La piccola Tacchella aveva otto anni quando venne rapita, il 29 gennaio del 1990, dalla banda della quale facevano parte, oltre a Biasi, l’imprenditore Bruno Cappelli e il titolare di una radio piemontese, Franco Maffiotto. Presero la bimba quando uscì dalla sua casa a Stallavena per andare a comprare delle caramelle e la trasferirono in un rustico a San Lorenzo della Costa, sopra Santa Margherita Ligure, di proprietà della moglie di uno dei sequestratori. Per liberarla chiesero alla famiglia di Patrizia 5 miliardi di lire. Furono giorni terribili, scanditi dagli appelli di Imerio Tacchella e dalle manifestazioni di piazza, con i bambini in prima fila. Perfino il Papa implorò i rapitori di liberarla. La svolta arrivò il 17 aprile, quando gli investigatori, coordinati dall’attuale procuratore aggiunto di Verona, Angela Barbaglio, individuarono il nascondiglio. Polizia e carabinieri si appostarono davanti all’abitazione. Vennero raggiunti dai Nocs e dagli uomini della Criminalpol. Arrivò l’ordine di agire: i Gis, con il volto coperto da calzamaglie e le mitragliette in pugno, accerchiarono la casa e liberarono la bambina. Solo in seguito i tre rapitori confessarono di essere gli autori di altri tre sequestri, messi a segno tra Torino e Cuneo. 
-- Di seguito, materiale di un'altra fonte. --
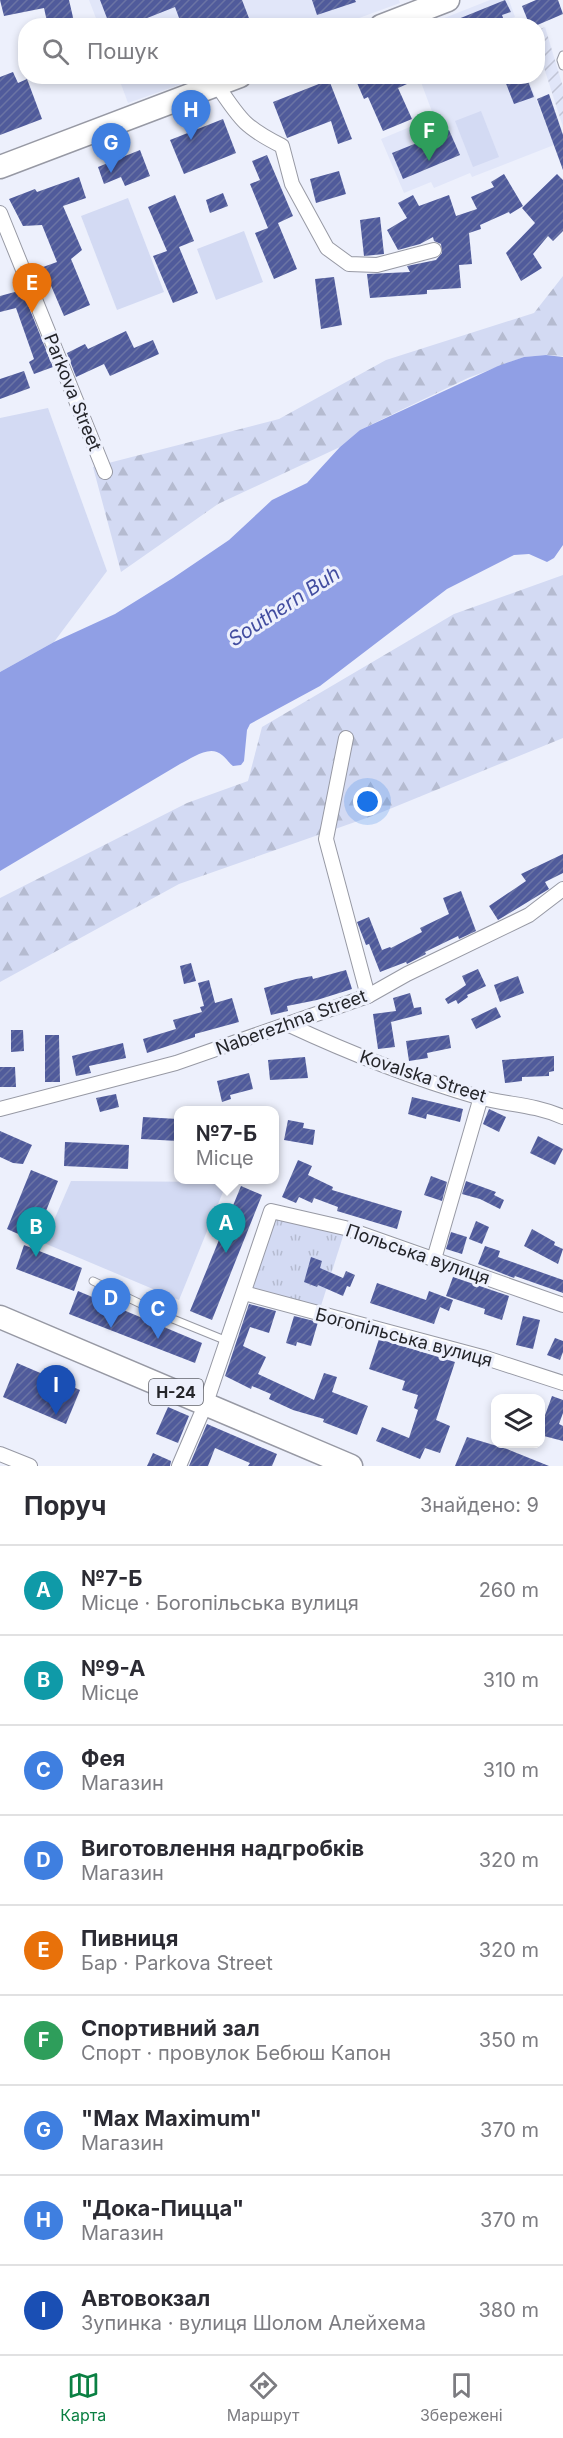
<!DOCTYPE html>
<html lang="uk">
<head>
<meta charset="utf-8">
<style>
	body { margin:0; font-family:Inter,sans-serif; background:#f2f2f3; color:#2b2b33 }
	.controls { position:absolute; right:18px; bottom:18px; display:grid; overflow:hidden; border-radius:12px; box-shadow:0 3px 9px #0003 }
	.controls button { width:54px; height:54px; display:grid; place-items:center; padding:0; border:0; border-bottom:2px solid #e1e1e2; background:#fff; color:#2b2b33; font:30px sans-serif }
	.you { position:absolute; left:368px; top:802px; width:21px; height:21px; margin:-15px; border:4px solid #fff; border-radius:50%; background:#1a73e8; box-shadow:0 0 0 9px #1a73e833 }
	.badge { display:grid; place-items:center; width:39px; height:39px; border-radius:50%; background:#0b8043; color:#fff; font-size:20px; font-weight:700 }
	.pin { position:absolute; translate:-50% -50px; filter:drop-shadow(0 2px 3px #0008) }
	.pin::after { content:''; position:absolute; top:32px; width:21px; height:18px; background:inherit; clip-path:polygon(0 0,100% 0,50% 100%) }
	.popup { position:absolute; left:174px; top:1106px; width:105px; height:78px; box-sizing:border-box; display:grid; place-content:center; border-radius:12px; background:#fff; filter:drop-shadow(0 2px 4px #0005); font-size:20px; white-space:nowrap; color:#7c7c81 }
	.popup b { font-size:22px; color:#2b2b33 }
	.popup::after { content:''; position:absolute; left:50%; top:100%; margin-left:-12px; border:12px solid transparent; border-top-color:#fff }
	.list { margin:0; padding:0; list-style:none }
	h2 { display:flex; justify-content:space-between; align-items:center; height:78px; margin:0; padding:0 24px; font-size:26px }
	h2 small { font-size:20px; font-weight:400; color:#7c7c81 }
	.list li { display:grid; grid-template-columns:39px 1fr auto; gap:18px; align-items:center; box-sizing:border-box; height:90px; padding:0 24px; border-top:2px solid #e1e1e2 }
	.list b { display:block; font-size:22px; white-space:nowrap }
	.list p { margin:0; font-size:20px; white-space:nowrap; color:#7c7c81 }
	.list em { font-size:20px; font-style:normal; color:#7c7c81 }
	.icon { flex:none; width:33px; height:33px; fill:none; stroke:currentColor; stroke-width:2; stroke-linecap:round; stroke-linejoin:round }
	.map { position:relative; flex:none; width:563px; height:1466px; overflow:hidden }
	.search { position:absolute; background:#fff; box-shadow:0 3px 9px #0003; left:18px; right:18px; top:18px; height:66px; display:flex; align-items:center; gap:15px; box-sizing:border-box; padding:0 21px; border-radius:24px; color:#7c7c81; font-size:22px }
	.sheet { height:888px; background:#fff }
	nav { display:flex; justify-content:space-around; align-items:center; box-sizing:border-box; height:84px; border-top:2px solid #e1e1e2; background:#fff; font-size:16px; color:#7c7c81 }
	nav a { display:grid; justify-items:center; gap:3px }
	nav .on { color:#0b8043 }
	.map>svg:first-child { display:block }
	.built { fill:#e1e6f9 }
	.industrial { fill:url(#industrial-furrows) }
	.grass { fill:url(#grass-tufts) }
	.forest { fill:url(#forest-firs) }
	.green { fill:#d3daf3 }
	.water { fill:#909fe5 }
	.building { fill:url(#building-hatch) }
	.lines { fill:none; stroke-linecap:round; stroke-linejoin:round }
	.lane-casing { stroke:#9799a4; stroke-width:9 }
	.street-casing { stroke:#9799a4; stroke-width:16 }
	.primary-casing { stroke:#9799a4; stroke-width:25 }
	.lane { stroke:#fff; stroke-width:7 }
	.street { stroke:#fff; stroke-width:14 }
	.primary { stroke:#fff; stroke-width:22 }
	.labels { text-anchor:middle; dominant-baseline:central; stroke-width:6; stroke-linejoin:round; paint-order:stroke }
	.shield { fill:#edf0fc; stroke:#606269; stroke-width:1.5 }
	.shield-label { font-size:16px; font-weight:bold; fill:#24252a }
	.street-label { font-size:18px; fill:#24252a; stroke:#edf0fc }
	.water-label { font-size:20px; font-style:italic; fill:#424da0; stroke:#edf0fc }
</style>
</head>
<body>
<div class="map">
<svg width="563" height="1466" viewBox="0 0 563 1466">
	<defs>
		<pattern id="industrial-furrows" width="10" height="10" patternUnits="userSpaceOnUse" patternTransform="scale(1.5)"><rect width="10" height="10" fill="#e1e6f9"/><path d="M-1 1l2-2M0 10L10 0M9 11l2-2" fill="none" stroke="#c1c5d6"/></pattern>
		<pattern id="grass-tufts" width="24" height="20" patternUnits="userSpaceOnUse" patternTransform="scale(1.5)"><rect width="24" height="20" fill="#d3daf3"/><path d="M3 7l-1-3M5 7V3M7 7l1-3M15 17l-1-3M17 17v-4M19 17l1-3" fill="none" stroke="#b5bbd0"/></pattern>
		<pattern id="forest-firs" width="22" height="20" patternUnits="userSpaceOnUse" patternTransform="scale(1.5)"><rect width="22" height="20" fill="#d3daf3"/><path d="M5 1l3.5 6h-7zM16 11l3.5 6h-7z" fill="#b5bbd0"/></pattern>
		<pattern id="building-hatch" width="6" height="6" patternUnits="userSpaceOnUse" patternTransform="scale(1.5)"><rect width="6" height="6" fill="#505b9b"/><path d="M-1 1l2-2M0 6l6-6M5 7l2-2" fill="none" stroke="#6b74a4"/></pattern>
	</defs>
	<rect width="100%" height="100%" fill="#edf0fc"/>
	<g class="built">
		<path d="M89,0h310l1,3 -60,22 -241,1z"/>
		<path d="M490,0h19l6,17 -9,3 1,5 -83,1z"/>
		<path d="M118,76h83v1l-73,26z"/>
		<path d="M527,76l27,69 -82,32 -2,-4 -36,15 -3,-6 -27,11 -23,-54 53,-22 -15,-40z"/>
	</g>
	<path class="industrial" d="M545,27l18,60v40l-25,-78v-19z"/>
	<path class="grass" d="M273,1215l72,15 -25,79 -71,-18z"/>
	<g class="forest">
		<path d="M563,276v80l-17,-1 -22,2 -56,21 -71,34 -37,18 -20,17 -122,57 -97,68 -28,-105 186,-48 107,-59 148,-47z"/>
		<path d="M563,575v163l-188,77 -196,69 -179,98v-84l187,-95 61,-22 14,-54 192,-113z"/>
	</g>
	<g class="green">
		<path d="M481,111l18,46 -26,10 -18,-46z"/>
		<path d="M128,198l36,94 -47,18 -36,-94z"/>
		<path d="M244,231l19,51 -47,18 -19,-51z"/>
		<path d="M48,408l59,163 -53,71 -54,30v-254z"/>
		<path d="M71,1181l156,1 -48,118 -135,-57z"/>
	</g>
	<path class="water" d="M546,355l17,2v188l-9,13 -7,4 -18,-8 -15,1 -67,34 -127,97 -70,38 -3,6 -3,31 -3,4 -8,1c-4,-3 -7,-8 -11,-11 -12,-11 -30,3 -42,9l-180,107v-199l54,-30 61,-28 58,-36 56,-38 43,-40 35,-17 33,-36 20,-17 138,-64 26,-9z"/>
	<g class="building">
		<path d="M0,0h69l6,26h-27l-4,-18 -40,8z"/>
		<path d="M100,0h142l10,26h-70l-7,-19 -48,19h-17z"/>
		<path d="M312,0h43l1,2 -39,13z"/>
		<path d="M505,0l6,12 -9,3 4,11h-65z"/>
		<path d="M536,0h22l5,14 -28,12h-5l-8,-20z"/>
		<path d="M13,72l5,11 9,-4 15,40 -42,16v-58z"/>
		<path d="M354,76h50l3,8 -9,4 14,31 -29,12 -15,-34 -4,2z"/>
		<path d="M503,76h23l8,21 -20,7z"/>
		<path d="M329,80l23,59 -14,5 -7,-23 -44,17 -14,-36z"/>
		<path d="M549,94l14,41v35l-26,-71z"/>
		<path d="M223,119l13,34 -52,21 -14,-34z"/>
		<path d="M449,130l11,25 -57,24 -11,-26z"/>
		<path d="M140,150l10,26 -25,10 -4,-9 -17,7 -6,-17z"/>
		<path d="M267,155l26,61 -15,7 19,46 -23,10 -19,-46 13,-5 -18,-44 10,-4 -8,-19z"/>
		<path d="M339,171l7,23 -30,9 -6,-24z"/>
		<path d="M504,174l19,32 -13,8 -1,-2 -29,13 1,4 -12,4 3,31 -13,1 2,23 -34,2v4l-57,4 -3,-24 43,-2 -3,-6 29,-6 6,-7 -1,-9 -7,-3 -1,-4 -13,7 -22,6 -11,-20 20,-12 -9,-15 15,-8 6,11 30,-11 7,21 21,-7 -6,-12 23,-10 -3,-5z"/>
		<path d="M557,174l6,6v51l-10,10 -5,-5 -15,18 9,14 -21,13 -15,-28 29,-30 -13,-15z"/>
		<path d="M79,177l7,21 -23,8 19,44 -11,9 19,46 -26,11 -21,-49 14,-5 -15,-37 -19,1 -14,-27 26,-10 2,3z"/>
		<path d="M223,193l5,13 -18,7 -4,-13z"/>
		<path d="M175,195l19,46 -15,6 19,46 -25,10 -20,-47 14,-5 -19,-44z"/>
		<path d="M380,217l4,37 -20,2 -4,-36z"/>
		<path d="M334,277l8,48 -21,4 -6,-50z"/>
		<path d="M22,290l31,77 -19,7 -5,-12 5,-3 -18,-51 -16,4v-16z"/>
		<path d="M126,331l8,17 19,-8 6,14 -49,22 -6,-12 -28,13 -9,-24 18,-9 3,5z"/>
		<path d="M24,371l6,17 -30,11v-20z"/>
		<path d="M563,854v19l-18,9 4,7 -51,31 -9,-14 37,-25 -5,-7z"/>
		<path d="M461,891l15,40 -17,8 -1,-3 -33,16 1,2 -19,10 -1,-2 -26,10 -11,-28 -3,1 -9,-23 12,-5 13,33 8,-3 1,1 31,-16 -2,-4 29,-14 -6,-16z"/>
		<path d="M191,963l5,18 -12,3 -4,-18z"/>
		<path d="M478,969l8,17 -19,9 1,2 -10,7 -2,-4 -8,4 -3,-5 21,-14 -4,-9z"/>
		<path d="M346,970l6,19 -35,11 -30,6 1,5 -17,4 -7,-27 32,-9 16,-3 1,3z"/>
		<path d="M518,976l6,17 -24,9 -6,-17z"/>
		<path d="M209,980l6,23 17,-5 7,24 -44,12v3l-48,16 -4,-14 33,-10 -3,-9 29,-8 -2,-5 4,-1 -6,-23z"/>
		<path d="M410,993l4,15 7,-1 1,7 -31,8 4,25 -17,2 -5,-35 23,-3 -3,-13z"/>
		<path d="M496,1007l5,10 -25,12 -5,-10z"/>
		<path d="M11,1030h12l1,21 -13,1z"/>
		<path d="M45,1035h14l1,47h-15z"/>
		<path d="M449,1035l2,13 -24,5 1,5 -19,3 -3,-20z"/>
		<path d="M123,1043l3,15 -37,8 2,7 -15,3 -4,-20z"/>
		<path d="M554,1056v15l-5,1v4l-27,1v4l-17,2 -3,-23z"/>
		<path d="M305,1057l3,21 -38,2 -2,-20z"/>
		<path d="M0,1067h15l1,20h-16z"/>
		<path d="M249,1073l4,16 -23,6 1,4 -9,3 -5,-21z"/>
		<path d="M116,1094l3,13 -19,5 -4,-14z"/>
		<path d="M412,1097l51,12 -3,13 -33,-8 -1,5 -18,-5z"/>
		<path d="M489,1109l17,8 -7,15 -16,-8z"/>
		<path d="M143,1117l35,2v22l-37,-2z"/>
		<path d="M288,1120l16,3 -1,5 12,2 -2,15 -29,-5z"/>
		<path d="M0,1131l32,14 -9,19 -10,-1 -13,-6z"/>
		<path d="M538,1136l25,13 -8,16 -25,-12z"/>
		<path d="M65,1142l64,3 -1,24 -64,-3z"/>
		<path d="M298,1160l14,6 -4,9 25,12 -1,3 70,21 -5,18 -60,-18 1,-4 -24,-9 -2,5 -13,-6 -3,6 -14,-6z"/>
		<path d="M31,1170l27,11 -24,60 -27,-12z"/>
		<path d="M431,1176l16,6 -5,19 -18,-6z"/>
		<path d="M466,1181l30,11 -2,3 10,5 -4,9 -20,-10 -18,-5z"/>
		<path d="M241,1186l21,9 -50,125 -22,-9z"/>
		<path d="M476,1221l13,6 -7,17 -13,-5z"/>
		<path d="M532,1229l23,13 -1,3 9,4 -5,15 -34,-18z"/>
		<path d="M451,1232l16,5 -5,17 -16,-5z"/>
		<path d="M24,1245l58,23 -8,23 -58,-22z"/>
		<path d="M485,1246l15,5 -2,6 65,23v13l-48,-17 -1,2 -36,-14z"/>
		<path d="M311,1257l11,4 -2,7 23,10 3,-7 9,4 -5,12 -3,-1 -4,10 -25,-11 -1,2 -13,-5z"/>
		<path d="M453,1277l56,19 -7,24 -18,-6 1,-5 -39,-13z"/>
		<path d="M377,1283l49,17 3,-9 24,9 -4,11 -9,-4 -6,17 -64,-21z"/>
		<path d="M78,1291l124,52 -7,20 -126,-49z"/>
		<path d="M249,1304l27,7 -7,22 -19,-6 -7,19 23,11 -8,17 56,26 10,-27 13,4 -5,15 36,14 -11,29 -34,-13 1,-3 -31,-9 -24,-11 2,-5 -19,-8 -1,3 -26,-13z"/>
		<path d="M294,1316l24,6 -7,24 -14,-4 -1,4 -10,-3z"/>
		<path d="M523,1316l17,4 -7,29 -17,-4z"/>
		<path d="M555,1338l8,3v11l-3,8 -13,-5z"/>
		<path d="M379,1339l76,23 -19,58 14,6 -10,27 -15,-5 -5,11 -44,-18 6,-14 27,11 9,-28 -4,-2 4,-13 -16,-5 3,-9 -36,-12z"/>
		<path d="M17,1363l63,27 -14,34 -63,-27z"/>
		<path d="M552,1396l11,4v13l-4,11 4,2v15l-23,-6v-6z"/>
		<path d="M168,1407l21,9 -11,27 -22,-9z"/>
		<path d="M207,1424l70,30 -5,12h-24l2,-3 -35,-15 -7,18h-19z"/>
		<path d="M467,1437l40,12 42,17h-94z"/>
		<path d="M153,1453l18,8 -1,5h-23z"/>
	</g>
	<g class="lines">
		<defs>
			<g id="lane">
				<path d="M563,55l-2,5 2,6"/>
				<path d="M93,1281l75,36 59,24"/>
			</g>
			<g id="street">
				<path d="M217,85c23,34 27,42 65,61l10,38 35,64 22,16 28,1 57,-15"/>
				<path d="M0,213l105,259"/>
				<path d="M346,738l-20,101 42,157"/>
				<path d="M287,1024c62,29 125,54 191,73 30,8 55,7 85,20"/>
				<path d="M0,1109l176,-46 192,-67 39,-22 122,-59 34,-26"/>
				<path d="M434,1259l47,-162"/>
				<path d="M244,1293l242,65 77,25"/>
				<path d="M0,1454l30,12"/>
				<path d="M179,1466l27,-63 65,-192 74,17 218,77"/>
			</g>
			<g id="primary">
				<path d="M381,26l67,-26"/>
				<path d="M0,167l240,-91"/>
				<path d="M0,1317l351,149"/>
			</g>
		</defs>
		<use href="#lane" class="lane-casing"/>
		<use href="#street" class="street-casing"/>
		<use href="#primary" class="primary-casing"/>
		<use href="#lane" class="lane"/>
		<use href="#street" class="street"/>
		<use href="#primary" class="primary"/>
	</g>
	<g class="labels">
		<rect class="shield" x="149" y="1379" width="54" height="26" rx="4.5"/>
		<g class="shield-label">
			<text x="176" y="1392">Н-24</text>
		</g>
		<g class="street-label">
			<text transform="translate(73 392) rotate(68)">Parkova Street</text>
			<text transform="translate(291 1022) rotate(-20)">Naberezhna Street</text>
			<text transform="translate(423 1076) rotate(18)">Kovalska Street</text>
			<text transform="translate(418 1254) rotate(19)">Польська вулиця</text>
			<text transform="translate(404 1337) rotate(15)">Богопільська вулиця</text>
		</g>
		<g class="water-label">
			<text transform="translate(284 606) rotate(-33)">Southern Buh</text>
		</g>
	</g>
</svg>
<div class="controls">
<button><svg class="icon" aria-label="layers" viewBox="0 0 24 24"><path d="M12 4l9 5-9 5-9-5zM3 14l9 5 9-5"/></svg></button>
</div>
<div class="you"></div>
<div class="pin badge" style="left:226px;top:1253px;background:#0f9aa8">A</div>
<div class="popup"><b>№7-Б</b>Місце</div>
<div class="pin badge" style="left:36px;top:1257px;background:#0f9aa8">B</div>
<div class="pin badge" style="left:158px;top:1339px;background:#3f7fe0">C</div>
<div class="pin badge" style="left:111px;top:1328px;background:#3f7fe0">D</div>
<div class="pin badge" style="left:32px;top:313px;background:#e8710a">E</div>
<div class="pin badge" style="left:429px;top:161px;background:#2e9e5b">F</div>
<div class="pin badge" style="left:111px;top:173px;background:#3f7fe0">G</div>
<div class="pin badge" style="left:191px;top:140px;background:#3f7fe0">H</div>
<div class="pin badge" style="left:56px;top:1415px;background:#1a4fb4">I</div>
<div class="search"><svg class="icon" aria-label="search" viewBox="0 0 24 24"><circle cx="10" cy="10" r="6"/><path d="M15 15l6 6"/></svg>Пошук</div>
</div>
<section class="sheet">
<h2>Поруч<small>Знайдено: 9</small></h2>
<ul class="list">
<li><span class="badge" style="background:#0f9aa8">A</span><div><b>№7-Б</b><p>Місце · Богопільська вулиця</p></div><em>260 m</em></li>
<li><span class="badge" style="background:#0f9aa8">B</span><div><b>№9-А</b><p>Місце</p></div><em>310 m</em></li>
<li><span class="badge" style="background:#3f7fe0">C</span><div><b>Фея</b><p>Магазин</p></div><em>310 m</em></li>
<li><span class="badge" style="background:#3f7fe0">D</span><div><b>Виготовлення надгробків</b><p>Магазин</p></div><em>320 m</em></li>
<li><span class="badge" style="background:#e8710a">E</span><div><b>Пивниця</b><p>Бар · Parkova Street</p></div><em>320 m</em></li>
<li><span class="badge" style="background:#2e9e5b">F</span><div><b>Спортивний зал</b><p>Спорт · провулок Бебюш Капон</p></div><em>350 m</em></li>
<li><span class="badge" style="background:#3f7fe0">G</span><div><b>&quot;Max Maximum&quot;</b><p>Магазин</p></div><em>370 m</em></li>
<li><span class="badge" style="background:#3f7fe0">H</span><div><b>&quot;Дока-Пицца&quot;</b><p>Магазин</p></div><em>370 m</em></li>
<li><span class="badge" style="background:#1a4fb4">I</span><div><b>Автовокзал</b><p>Зупинка · вулиця Шолом Алейхема</p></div><em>380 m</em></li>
</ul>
</section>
<nav>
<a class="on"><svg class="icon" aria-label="map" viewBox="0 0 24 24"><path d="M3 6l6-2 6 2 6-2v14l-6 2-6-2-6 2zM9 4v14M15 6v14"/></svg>Карта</a>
<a><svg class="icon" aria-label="directions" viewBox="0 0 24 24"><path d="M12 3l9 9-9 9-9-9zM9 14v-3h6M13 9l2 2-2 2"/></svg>Маршрут</a>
<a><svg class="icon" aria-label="saved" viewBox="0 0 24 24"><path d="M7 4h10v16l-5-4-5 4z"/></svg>Збережені</a>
</nav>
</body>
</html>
Il perdono «Ho chiesto perdono ai famigliari di quei bambini - ricorda Biasi - e me l’hanno concesso. Il papà di Patrizia Tacchella scrisse una lettera a un giornale, mentre il padre di Garbero è venuto a trovarmi due volte, dal Sudafrica dove vive. Abbiamo parlato a lungo e ci siamo stretti la mano». Anche il suo avvocato di allora, Michele Polleri, assicura che «è un uomo nuovo, sinceramente pentito per quello che ha fatto». A 72 anni Biasi continua il suo percorso di redenzione. Nel 2008 ha chiesto la grazia a Giorgio Napolitano, che l’ha respinta. «Continuo a studiare teologia - spiega - nella speranza di poter diventare Diacono, un giorno. Ma dubito che il vescovo me lo conceda, a meno che il presidente della Repubblica non ci ripensi e decida di darmi la grazia».